Task 2: Type 2 Diabetes (T2D) gene discovery

We also evaluate HypoEvolve on identifying T2D-associated genes, comparing performance across different LLM backbones (as in the poster).

T2D results comparison Figure 4. T2D results: single-pass vs HypoEvolve across different LLMs.

Interpretation

What changed across generations (qualitative):

Biologically inconsistent explanations are filtered out early by selection pressure.
Crossover can combine partial mechanisms into more coherent rationales.
Mutation often simplifies or repairs brittle reasoning chains.

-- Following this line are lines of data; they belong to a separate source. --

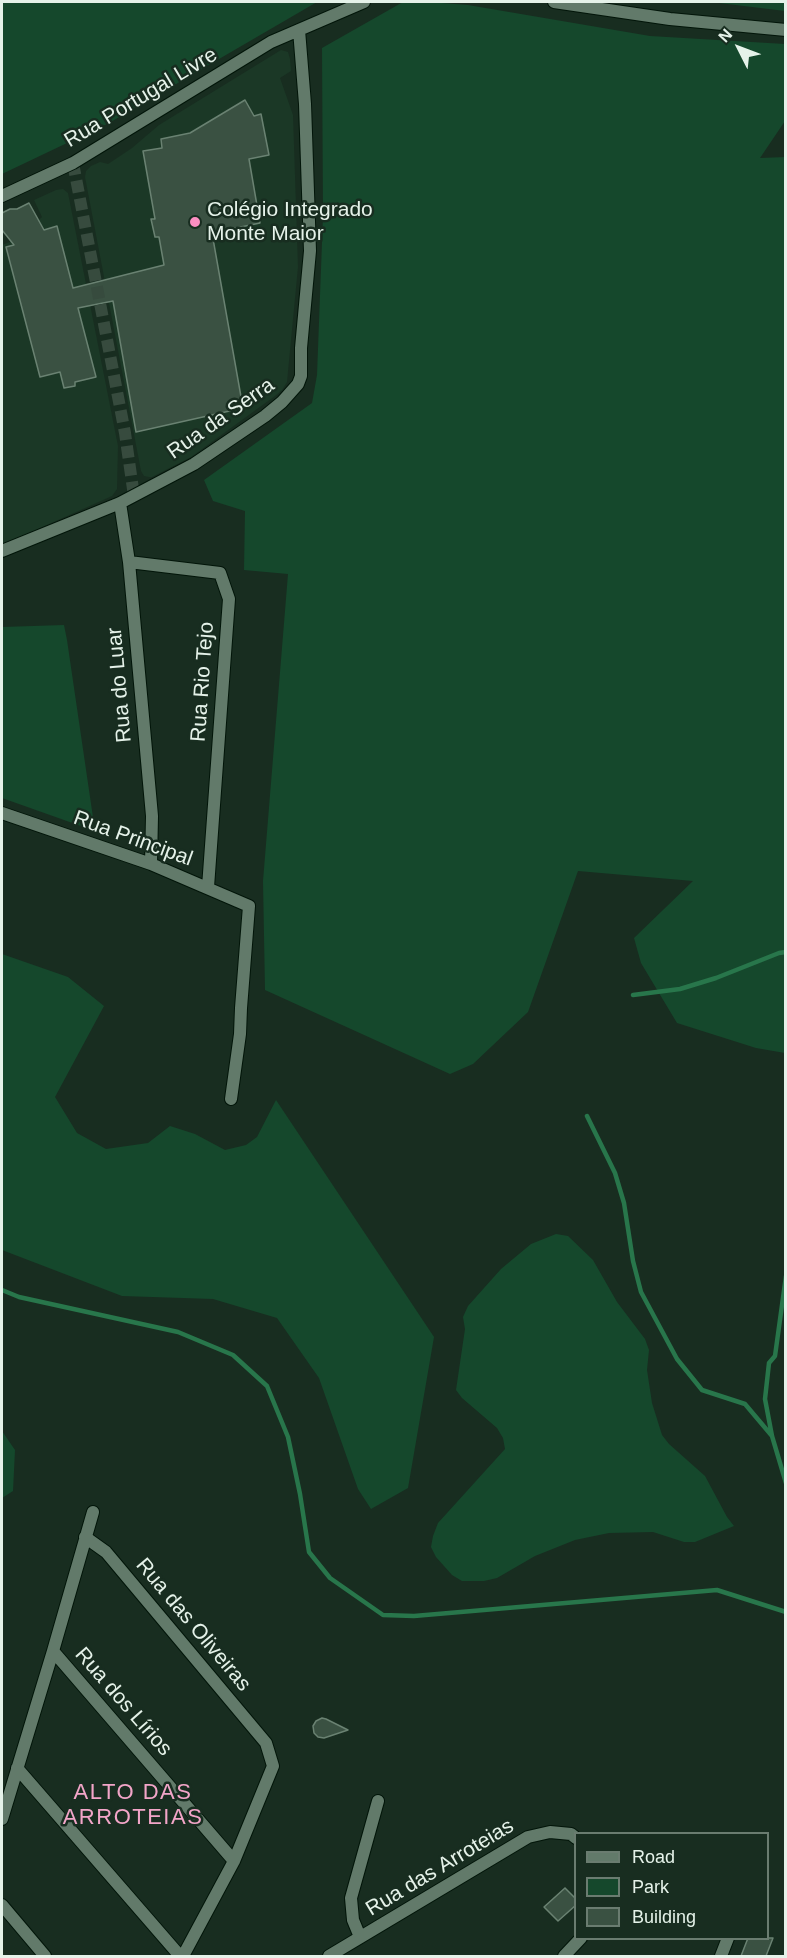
<!DOCTYPE html>
<meta charset="utf-8">
<style>
body{margin:0}
#map{position:relative;width:787px;height:1958px;overflow:hidden;background:#182d20;font-family:Helvetica,sans-serif}
canvas{display:block}
.frame{position:absolute;inset:0;border:3px solid #e5f2e9;pointer-events:none}
.legend{position:absolute;left:574px;top:1832px;width:195px;height:108px;box-sizing:border-box;background:#182d20;border:2px solid #6a7c70;margin:0;padding:8px 10px;list-style:none;font-size:18px;color:#e5f2e9}
.legend li{display:flex;align-items:center;gap:12px;height:30px}
.legend b{width:30px;border:2px solid #6a7c70}
.north{position:absolute;left:709px;top:18px;width:60px;height:60px;-webkit-text-stroke:4px #182d20;paint-order:stroke;rotate:312deg;font-size:16px;font-weight:700;line-height:24px;text-align:center;color:#e5f2e9}
.north::after{content:'';display:block;margin:auto;width:21px;height:27px;background:#e5f2e9;clip-path:polygon(50% 0,100% 100%,50% 72%,0 100%)}
</style>
<div id="map">
<canvas width="787" height="1958"></canvas>
<div class="frame"></div>
<ul class="legend">
<li><b style="height:8px;background:#627a6a"></b>Road</li>
<li><b style="height:16px;background:#15482c"></b>Park</li>
<li><b style="height:16px;background:#3a5142"></b>Building</li>
</ul>
<div class="north">N</div>
</div>
<script>
const ctx = document.querySelector('canvas').getContext('2d');
ctx.lineJoin = 'round';
function paint(path, color) { ctx.fillStyle = color; ctx.fill(path, 'evenodd'); }
const toPath = rows => new Path2D(rows.map(r => 'M' + r).join(''));
function trace(path, color, width, dash) { ctx.strokeStyle = color; ctx.lineWidth = width; ctx.lineCap = dash ? 'butt' : 'round'; ctx.setLineDash(dash || []); ctx.stroke(path); }
function drawText(font, color, halo, rows, align = 'center') {
  ctx.font = font + ' Helvetica,sans-serif'; ctx.lineWidth = 5; ctx.setLineDash([]); ctx.textBaseline = 'middle'; ctx.strokeStyle = halo; ctx.fillStyle = color; for (const [text, x, y, turn = 0] of rows) {
    ctx.save(); ctx.translate(x, y); ctx.rotate((+turn || 0) * Math.PI / 180); ctx.textAlign = isNaN(turn) ? turn : align; if (halo) ctx.strokeText(text, 0, 0); ctx.fillText(text, 0, 0); ctx.restore();
  }
}
const built = toPath([
 [281,50,288,52,290,59,291,71,280,78,293,115,298,267,287,382,282,390,275,396,191,457,152,477,149,477,144,476,141,471,85,177,86,171,91,166,100,162,108,164,132,148,159,125],
 [63,189,68,193,118,446,117,489,112,496,2,545,2,245,19,238,42,217,34,200,56,190]
]);
const green = toPath([
 [2,2,317,2,109,123,2,174],
 [403,2,429,2,468,5,650,36,785,44,785,121,760,158,786,157,785,1053,756,1048,677,1023,641,963,634,938,693,881,578,871,528,1012,473,1064,450,1074,265,990,263,881,288,574,244,570,245,511,213,501,204,480,312,403,317,375,323,216,322,48],
 [711,2,785,2,785,11],
 [64,625,67,640,95,831,2,798,2,627],
 [2,954,68,977,104,1006,55,1097,77,1133,106,1149,148,1143,170,1126,195,1134,225,1150,246,1145,257,1137,276,1100,434,1337,408,1488,371,1509,358,1489,319,1378,277,1318,213,1299,122,1296,2,1250],
 [556,1234,568,1236,593,1260,617,1302,645,1339,649,1350,647,1370,652,1403,662,1435,669,1444,705,1476,727,1517,734,1526,695,1542,684,1542,653,1532,609,1533,575,1540,535,1556,497,1578,484,1581,462,1581,452,1575,436,1557,431,1547,433,1536,438,1523,505,1449,503,1438,497,1428,462,1398,456,1390,465,1329,463,1317,468,1306,501,1269,531,1244],
 [2,1431,15,1450,13,1491,2,1498]
]);
const stream = toPath([
 [633,995,680,989,716,978,779,953,786,952],
 [587,1116,615,1173,624,1203,633,1261,641,1292,677,1359,702,1390,745,1404,772,1436],
 [786,1276,775,1356,769,1363,765,1399,772,1436,786,1483],
 [2,1290,19,1297,178,1332,233,1355,267,1386,288,1437,300,1494,309,1552,330,1578,383,1615,414,1616,717,1590,786,1612]
]);
const building = toPath([
 [245,100,254,116,261,114,269,155,249,159,260,223,212,233,243,408,136,432,113,301,78,308,96,377,75,382,75,386,64,388,60,372,40,377,6,247,14,245,2,230,2,213,10,209,17,209,29,203,44,230,57,226,73,288,164,265,159,237,155,237,151,219,155,219,143,151,162,148,161,139,190,133,245,100],
 [322,1718,326,1719,348,1730,324,1738,318,1737,314,1733,313,1726,316,1721,322,1718],
 [565,1888,576,1899,576,1905,558,1921,544,1907,565,1888],
 [748,1938,773,1938,766,1956,741,1956,748,1938]
]);
const minorTunnel = toPath([
 [73,163,125,433,134,496]
]);
const minor = toPath([
 [554,2,670,19,786,30],
 [2,196,73,163,271,42,364,2],
 [120,503,129,562,152,816,151,864],
 [2,551,120,503,194,464,265,416,282,402,298,384,301,376,301,348,310,251,305,104,299,30],
 [129,562,220,573,229,599,208,887],
 [2,813,151,864,249,906,241,1008,240,1034,231,1099],
 [85,1537,106,1552,266,1743,273,1766,234,1861,183,1956],
 [53,1651,234,1861],
 [17,1768,180,1956],
 [2,1819,53,1651,93,1512],
 [2,1905,45,1956],
 [360,1937,353,1920,351,1898,378,1801],
 [329,1956,528,1837,550,1832,571,1834,576,1838],
 [564,1956,581,1938],
 [721,1956,728,1938]
]);
const markers = [
 [195,222,6,"#fc8fc2"]
];
const streetNames = [
 ["Rua Portugal Livre",141,98,-31],
 ["Rua da Serra",221,419,-35],
 ["Rua Rio Tejo",203,682,-86],
 ["Rua do Luar",120,685,-95],
 ["Rua Principal",133,839,20],
 ["Rua das Oliveiras",193,1625,50],
 ["Rua dos Lírios",123,1702,49],
 ["Rua das Arroteias",440,1868,-31]
];
const poiNames = [
 ["Colégio Integrado",207,210],
 ["Monte Maior",207,234]
];
const neighbourhoodNames = [
 ["ALTO DAS",133,1793],
 ["ARROTEIAS",133,1818]
];
paint(built, '#1b3826');
paint(green, '#15482c');
trace(stream, '#28764b', 4.5);
paint(building, '#3a5142');
trace(building, '#6a8272', 1.5);
trace(minorTunnel, '#374b3e', 12, [12, 6]);
trace(minor, '#021509', 14);
trace(minor, '#627a6a', 12);
for (const [x, y, r, color] of markers) { const dot = new Path2D(); dot.arc(x, y, r, 0, 2 * Math.PI); ctx.fillStyle = color; ctx.fill(dot); trace(dot, '#182d20', 2); }
drawText('21px', '#e5f2e9', '#182d20', streetNames);
drawText('21px', '#e5f2e9', '#182d20', poiNames, 'left');
ctx.letterSpacing = '1.5px';
drawText('22px', '#f2a5c8', '#182d20', neighbourhoodNames);
ctx.letterSpacing = '0px';
</script>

What to trust vs. what to be cautious about:

External validation improvements (DepMap) are meaningful because they are evaluated out-of-loop.
Internal fitness (LLM-based) is useful for steering evolution, but should be treated as a heuristic, not ground truth.

Limitations & next steps

Limitations

Internal scoring relies on LLM judgments; calibration and human review would strengthen credibility.
DepMap measures gene dependency, which is an indirect proxy for full mechanistic correctness.
Compute limits constrain population size and generation depth.

Next steps

Run ablations: remove crossover, remove mutation, remove elitism.
Add additional discovery tasks beyond oncology and T2D.
Incorporate structured biological knowledge (e.g., knowledge graphs) to constrain mutations and improve grounding.

References

[1] Annu Lambora, Kunal Gupta, and Kriti Chopra. Genetic algorithm — a literature review.
In 2019 International Conference on Machine Learning, Big Data, Cloud and Parallel Computing (COMITCon), pp. 380–384. IEEE, 2019.